_EXERCISE DATA:_
┌──
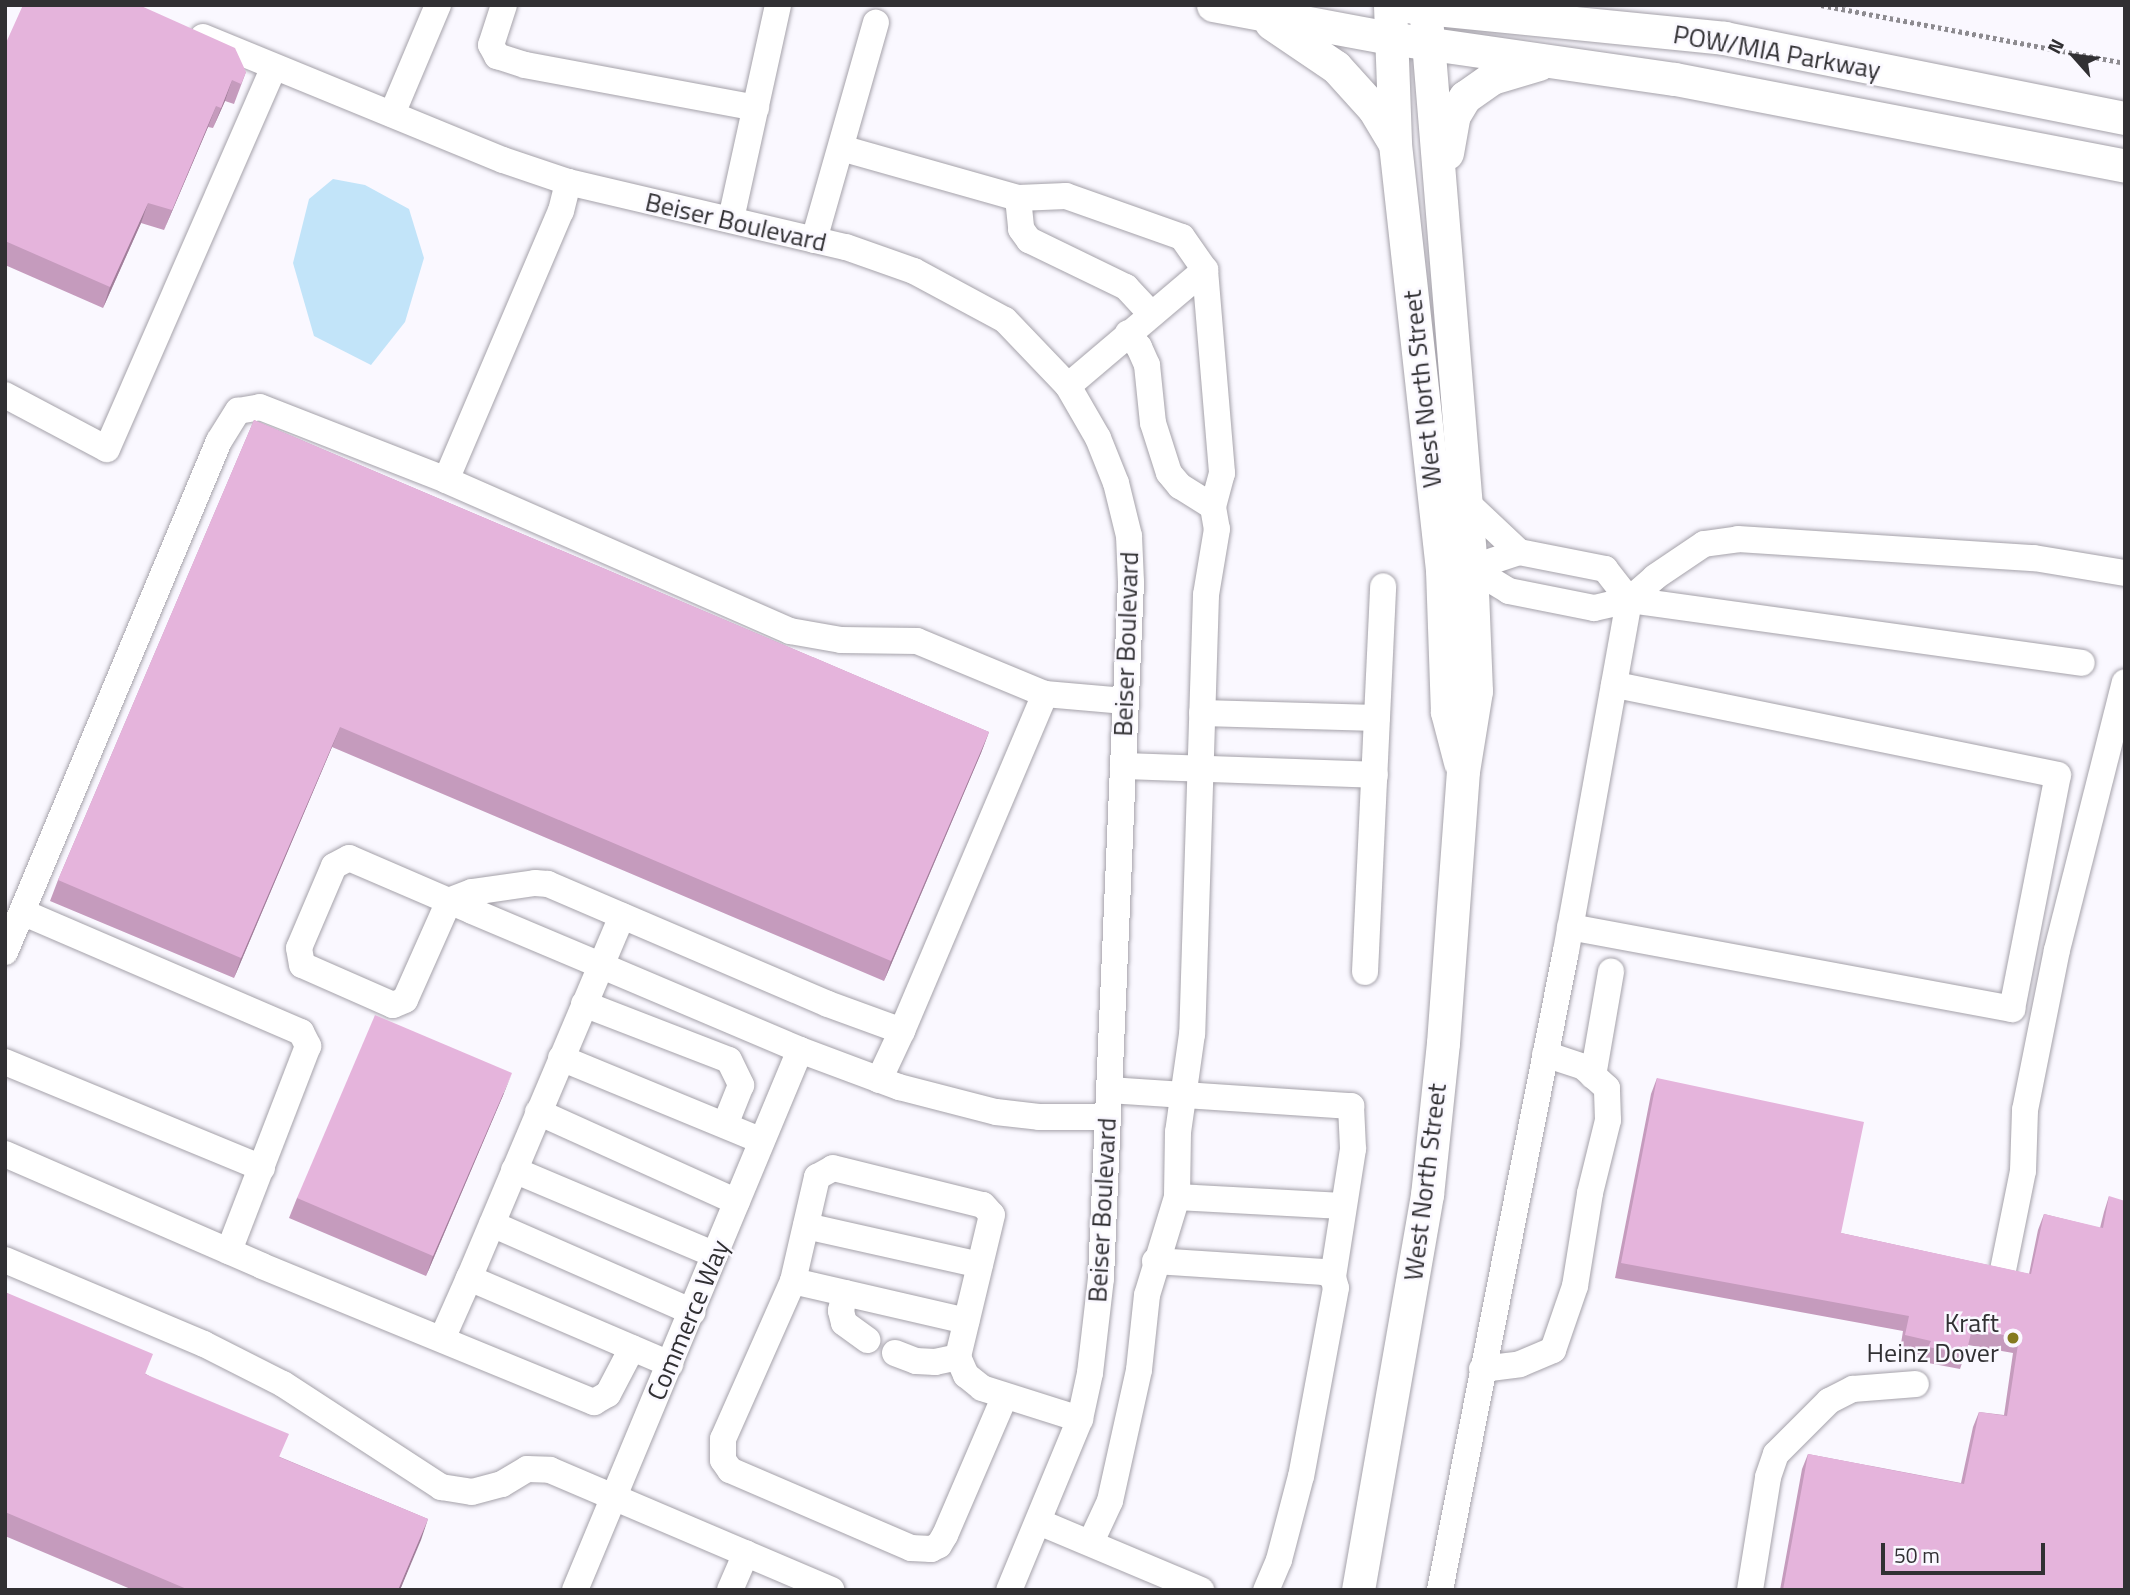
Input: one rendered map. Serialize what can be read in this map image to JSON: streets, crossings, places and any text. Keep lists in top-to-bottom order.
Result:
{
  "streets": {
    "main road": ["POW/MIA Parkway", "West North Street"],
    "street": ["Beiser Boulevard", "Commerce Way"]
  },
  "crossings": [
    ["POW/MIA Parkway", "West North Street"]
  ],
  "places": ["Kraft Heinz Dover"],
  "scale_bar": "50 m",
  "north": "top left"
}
└──
┌──
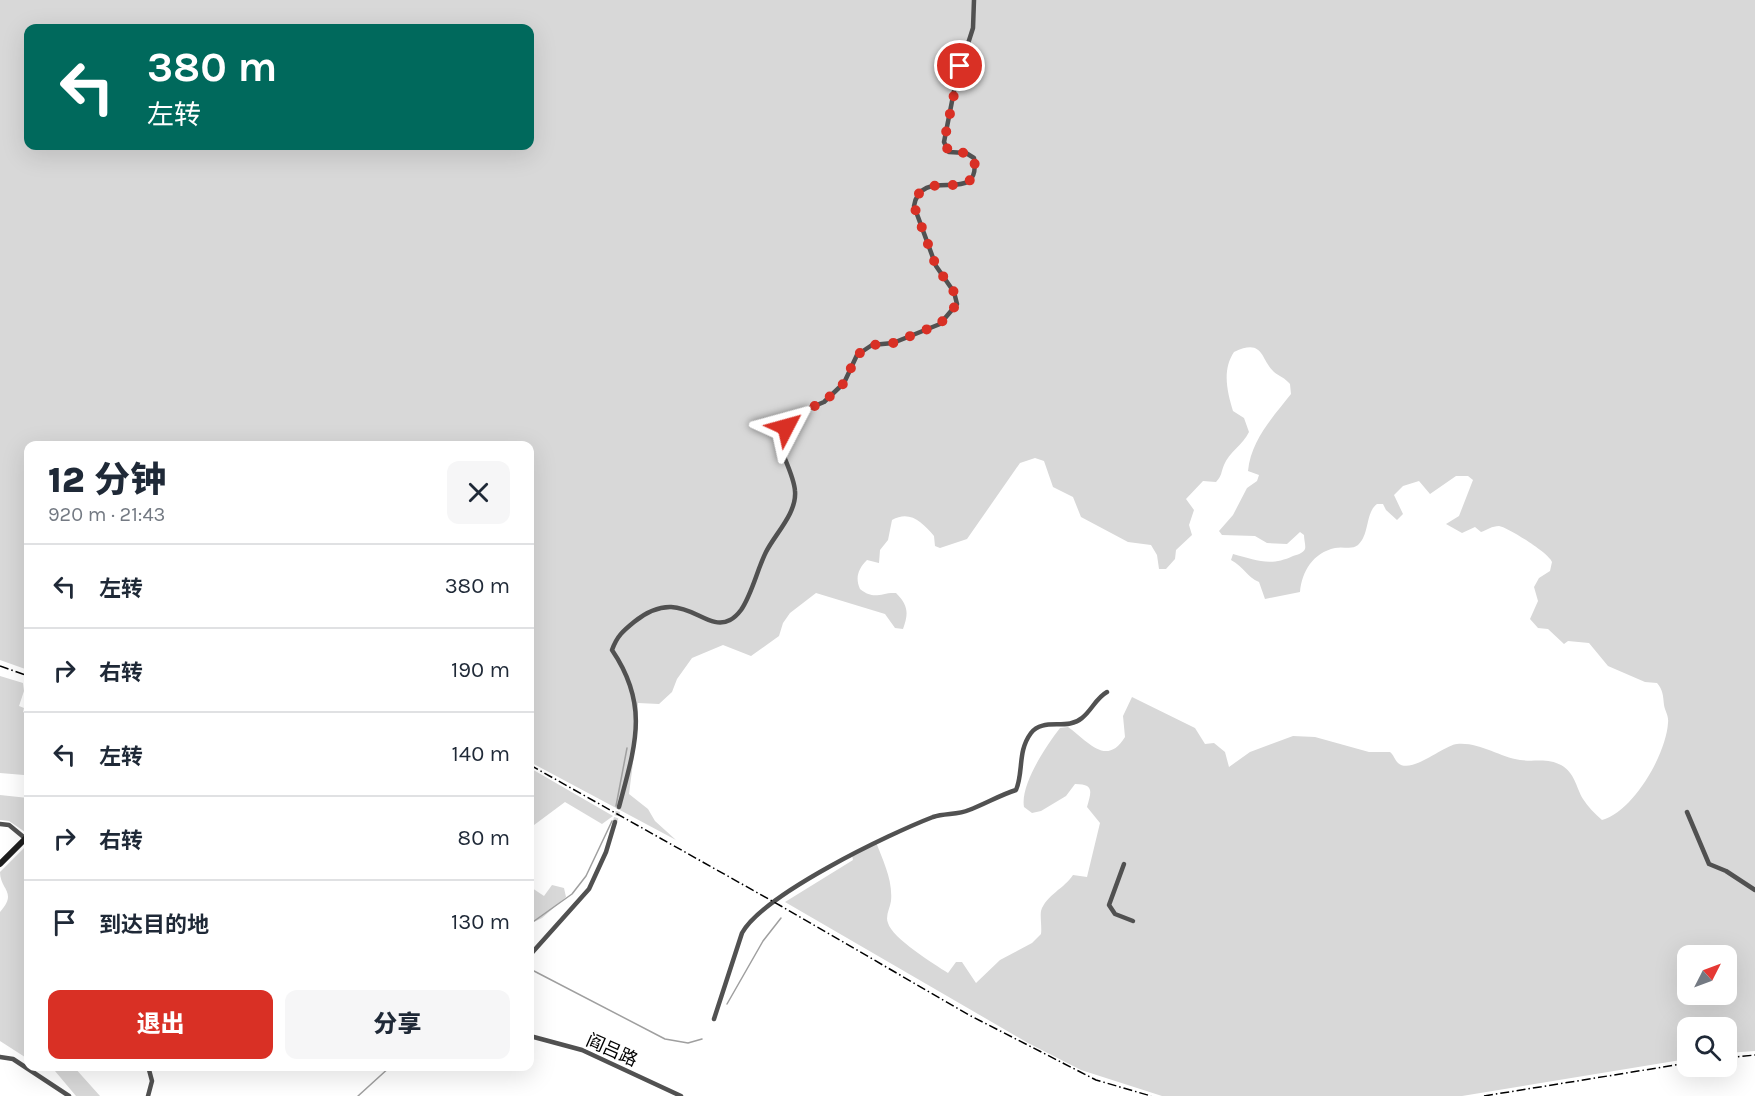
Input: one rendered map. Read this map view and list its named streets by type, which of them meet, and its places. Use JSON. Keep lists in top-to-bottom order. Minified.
└──
┌──
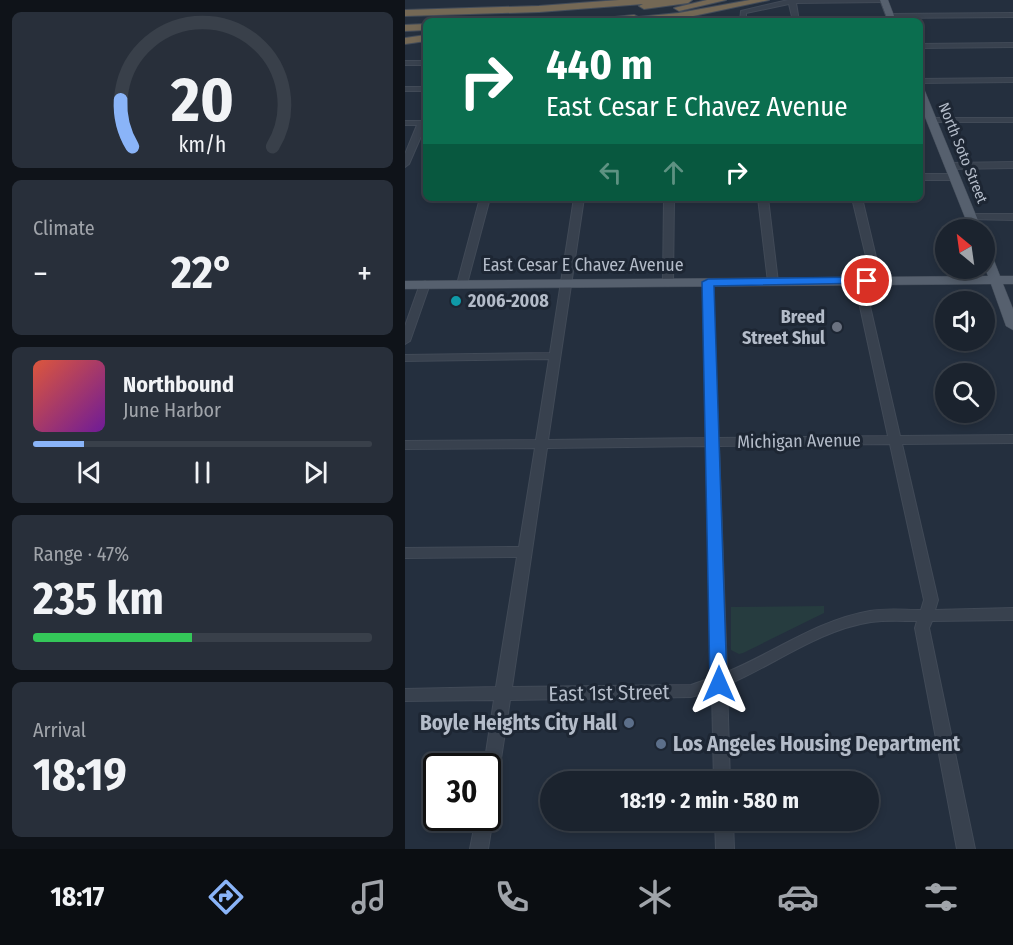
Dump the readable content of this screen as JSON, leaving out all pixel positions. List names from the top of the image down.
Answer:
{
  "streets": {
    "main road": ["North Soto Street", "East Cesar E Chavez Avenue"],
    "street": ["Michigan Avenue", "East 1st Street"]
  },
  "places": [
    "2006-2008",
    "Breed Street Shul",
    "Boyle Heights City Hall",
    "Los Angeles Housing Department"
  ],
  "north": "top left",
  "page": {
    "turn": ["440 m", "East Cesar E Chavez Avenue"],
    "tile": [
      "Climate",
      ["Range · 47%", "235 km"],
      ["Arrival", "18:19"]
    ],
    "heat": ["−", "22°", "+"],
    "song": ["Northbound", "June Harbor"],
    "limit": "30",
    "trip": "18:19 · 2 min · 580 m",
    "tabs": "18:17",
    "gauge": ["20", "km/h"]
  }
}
└──
_AIM OF THE EXERCISE:_
The word "order" appears in some of the lines above. Copy those lines.

_SOLUTION TO THE EXERCISE:_
Input: one rendered map. Serialize what can be read in this map image to JSON: streets, crossings, places and any text. Keep lists in top-to-bottom order.
Input: one rendered map. Read this map view and list its named streets by type, which of them meet, and its places. Use JSON. Keep lists in top-to-bottom order. Minified.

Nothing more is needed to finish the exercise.